Does the necessary delta v given to a satellite (earth orbiting) by the rocket during its launch depend on the positions of other planets? Please justify your answer.

  • 3
    $\begingroup$ More clarification is needed here... are you only referring to interplanetary probes, or any satellite, including Earth-orbiting? If it's the latter, then the answer is simply no. $\endgroup$
    – user29
    Commented Aug 14, 2013 at 15:36
  • 4
    $\begingroup$ If you consider lunar and jovian perturbations, the short answer is yes. However, the scale of those perturbations is much less than uncertainty in rocket performance. $\endgroup$ Commented Aug 14, 2013 at 15:39
  • $\begingroup$ The answer is strictly yes, but practically no per @PearsonArtPhoto 's response. $\endgroup$
    – Erik
    Commented Aug 14, 2013 at 23:48
  • $\begingroup$ If you're sending to other than just Earth orbit, the position of the target bodie(s) (Moon, other planets) would determine the launch window, in order to minimize the boost (speed) needed to get there, or conversely, allow for a larger payload. Launching outside the window requires more fuel burn (for course corrections). This has very very little to do with gravitational effects at launch, as discussed in other answers. "Please justify your answer" -- is this homework? $\endgroup$
    – Phil Perry
    Commented Jul 11, 2014 at 17:04

1 Answer 1


Not really. Here's the effect that a few major bodies would have, depending on the direction launched, expressed in the unit of Newtons/kg. Note that 9.8 N/kg is the equivalent of Earth's gravity.
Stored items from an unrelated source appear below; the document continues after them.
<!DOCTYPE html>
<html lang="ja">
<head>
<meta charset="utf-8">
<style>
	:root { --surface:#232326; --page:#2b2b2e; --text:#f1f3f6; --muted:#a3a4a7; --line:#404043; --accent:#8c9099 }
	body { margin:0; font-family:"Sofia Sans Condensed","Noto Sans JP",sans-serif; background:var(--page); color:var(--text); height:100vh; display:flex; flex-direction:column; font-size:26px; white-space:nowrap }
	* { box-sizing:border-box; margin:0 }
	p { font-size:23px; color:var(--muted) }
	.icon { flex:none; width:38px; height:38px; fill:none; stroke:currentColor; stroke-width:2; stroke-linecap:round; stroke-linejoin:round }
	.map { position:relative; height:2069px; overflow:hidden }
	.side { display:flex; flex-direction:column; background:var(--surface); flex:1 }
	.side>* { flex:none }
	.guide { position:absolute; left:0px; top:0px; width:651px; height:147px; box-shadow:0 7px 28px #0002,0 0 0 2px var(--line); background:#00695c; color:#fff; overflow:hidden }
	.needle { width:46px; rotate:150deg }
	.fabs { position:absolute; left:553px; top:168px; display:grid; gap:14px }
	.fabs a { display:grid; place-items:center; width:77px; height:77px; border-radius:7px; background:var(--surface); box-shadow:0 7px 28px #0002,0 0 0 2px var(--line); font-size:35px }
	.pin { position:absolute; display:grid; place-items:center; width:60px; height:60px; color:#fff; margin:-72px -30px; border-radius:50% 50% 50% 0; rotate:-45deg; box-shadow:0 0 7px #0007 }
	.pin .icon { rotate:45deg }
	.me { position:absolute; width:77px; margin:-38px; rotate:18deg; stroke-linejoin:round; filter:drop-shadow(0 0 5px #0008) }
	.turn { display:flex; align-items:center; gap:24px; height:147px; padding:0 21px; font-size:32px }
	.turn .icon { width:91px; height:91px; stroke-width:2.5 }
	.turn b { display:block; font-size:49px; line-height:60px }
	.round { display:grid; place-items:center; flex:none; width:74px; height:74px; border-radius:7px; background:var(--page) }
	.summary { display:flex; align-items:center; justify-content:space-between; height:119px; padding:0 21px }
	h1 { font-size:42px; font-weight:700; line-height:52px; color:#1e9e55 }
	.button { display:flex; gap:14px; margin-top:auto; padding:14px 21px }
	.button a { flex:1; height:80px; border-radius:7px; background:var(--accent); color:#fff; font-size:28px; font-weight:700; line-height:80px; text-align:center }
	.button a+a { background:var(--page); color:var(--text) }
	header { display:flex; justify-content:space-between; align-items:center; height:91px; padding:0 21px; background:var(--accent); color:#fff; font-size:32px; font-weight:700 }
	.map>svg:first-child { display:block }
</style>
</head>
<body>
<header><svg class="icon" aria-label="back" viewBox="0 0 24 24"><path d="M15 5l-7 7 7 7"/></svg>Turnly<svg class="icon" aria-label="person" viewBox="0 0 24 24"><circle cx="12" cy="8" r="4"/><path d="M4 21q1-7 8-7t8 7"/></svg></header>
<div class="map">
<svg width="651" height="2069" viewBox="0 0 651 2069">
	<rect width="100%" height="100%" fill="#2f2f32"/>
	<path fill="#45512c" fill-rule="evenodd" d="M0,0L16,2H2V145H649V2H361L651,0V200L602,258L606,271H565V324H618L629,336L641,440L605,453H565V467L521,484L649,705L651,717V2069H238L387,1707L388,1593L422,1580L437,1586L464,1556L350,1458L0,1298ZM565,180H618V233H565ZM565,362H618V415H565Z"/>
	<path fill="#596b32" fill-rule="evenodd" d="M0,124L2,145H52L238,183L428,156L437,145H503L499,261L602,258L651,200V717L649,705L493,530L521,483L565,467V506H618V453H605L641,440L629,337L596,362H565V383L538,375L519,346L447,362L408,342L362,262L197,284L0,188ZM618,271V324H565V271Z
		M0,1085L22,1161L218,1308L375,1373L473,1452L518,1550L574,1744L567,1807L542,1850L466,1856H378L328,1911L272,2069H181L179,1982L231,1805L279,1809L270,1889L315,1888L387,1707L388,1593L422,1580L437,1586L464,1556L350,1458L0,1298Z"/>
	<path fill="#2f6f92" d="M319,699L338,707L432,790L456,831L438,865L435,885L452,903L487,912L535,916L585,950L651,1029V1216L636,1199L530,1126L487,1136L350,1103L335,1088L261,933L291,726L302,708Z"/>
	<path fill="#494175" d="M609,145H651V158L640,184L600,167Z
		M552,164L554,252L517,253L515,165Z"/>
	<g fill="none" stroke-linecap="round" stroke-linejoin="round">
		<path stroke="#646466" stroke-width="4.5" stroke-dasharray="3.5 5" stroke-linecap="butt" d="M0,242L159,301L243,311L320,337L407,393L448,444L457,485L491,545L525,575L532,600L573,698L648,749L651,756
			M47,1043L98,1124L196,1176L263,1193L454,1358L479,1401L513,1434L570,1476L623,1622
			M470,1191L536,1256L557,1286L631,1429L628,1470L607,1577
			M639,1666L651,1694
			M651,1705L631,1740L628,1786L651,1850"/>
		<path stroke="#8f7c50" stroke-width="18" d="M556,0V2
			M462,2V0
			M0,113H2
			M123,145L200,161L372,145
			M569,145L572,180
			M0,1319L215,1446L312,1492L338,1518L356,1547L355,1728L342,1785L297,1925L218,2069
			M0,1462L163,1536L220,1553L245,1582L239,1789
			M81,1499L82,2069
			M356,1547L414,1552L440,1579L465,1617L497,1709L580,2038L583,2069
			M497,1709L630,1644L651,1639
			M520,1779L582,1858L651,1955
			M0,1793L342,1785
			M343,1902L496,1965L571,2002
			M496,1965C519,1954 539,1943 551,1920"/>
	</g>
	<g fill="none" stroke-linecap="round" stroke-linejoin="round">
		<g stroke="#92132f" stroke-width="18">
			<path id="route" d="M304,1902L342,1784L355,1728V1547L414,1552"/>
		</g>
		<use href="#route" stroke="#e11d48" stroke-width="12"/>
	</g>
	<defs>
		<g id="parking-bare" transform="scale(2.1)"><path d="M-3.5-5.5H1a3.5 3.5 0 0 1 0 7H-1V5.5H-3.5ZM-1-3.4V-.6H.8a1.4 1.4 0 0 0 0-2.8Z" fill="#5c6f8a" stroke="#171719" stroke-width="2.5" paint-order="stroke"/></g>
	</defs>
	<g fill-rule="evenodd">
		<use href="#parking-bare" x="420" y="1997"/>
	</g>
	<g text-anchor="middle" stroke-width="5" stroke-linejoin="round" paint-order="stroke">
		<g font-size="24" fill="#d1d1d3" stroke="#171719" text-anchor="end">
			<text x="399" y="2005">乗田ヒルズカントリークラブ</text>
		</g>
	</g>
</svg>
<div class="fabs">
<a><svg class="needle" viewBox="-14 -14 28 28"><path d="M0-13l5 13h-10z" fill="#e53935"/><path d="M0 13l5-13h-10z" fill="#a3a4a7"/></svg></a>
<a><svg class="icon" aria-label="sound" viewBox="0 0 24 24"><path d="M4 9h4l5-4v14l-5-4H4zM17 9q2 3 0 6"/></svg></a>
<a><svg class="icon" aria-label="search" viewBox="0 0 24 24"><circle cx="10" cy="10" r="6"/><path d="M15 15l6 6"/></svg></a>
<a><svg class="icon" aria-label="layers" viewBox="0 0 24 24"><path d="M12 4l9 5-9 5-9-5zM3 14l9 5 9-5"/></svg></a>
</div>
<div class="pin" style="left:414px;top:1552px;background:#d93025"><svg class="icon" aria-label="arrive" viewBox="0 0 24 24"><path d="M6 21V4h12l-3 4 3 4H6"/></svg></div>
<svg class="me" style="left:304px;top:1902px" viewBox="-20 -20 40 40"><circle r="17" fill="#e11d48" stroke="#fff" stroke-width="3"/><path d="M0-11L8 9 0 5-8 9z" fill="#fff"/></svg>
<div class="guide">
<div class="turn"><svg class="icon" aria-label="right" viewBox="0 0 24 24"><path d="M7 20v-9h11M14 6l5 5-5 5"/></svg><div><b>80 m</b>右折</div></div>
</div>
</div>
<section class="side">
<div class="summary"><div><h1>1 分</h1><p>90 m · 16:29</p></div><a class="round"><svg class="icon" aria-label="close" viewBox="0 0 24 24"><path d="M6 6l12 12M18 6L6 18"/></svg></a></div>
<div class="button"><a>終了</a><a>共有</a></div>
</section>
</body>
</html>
I used this calculator, and this table.

Sun       0.00593
Moon      5.554E-9
Jupiter   1.352E-7 to 3.664E-7

Bottom line, it might be beneficial to launch at noon, but there won't be much of a difference really no matter what you do. These are extremely small, and really just don't make much of a difference. 0.1% of the Earth's gravity at the surface is negligible. Put another way, Earth's gravity at sea level is about 9.8201024640745, 1km higher is 9.8170204389969, for a difference of 0.0030820250776. That's about half of the effect of the sun, a very small effect indeed.

The requirements change considerably if you plan on leaving Earth Orbit, but I won't get too much in to that complexity.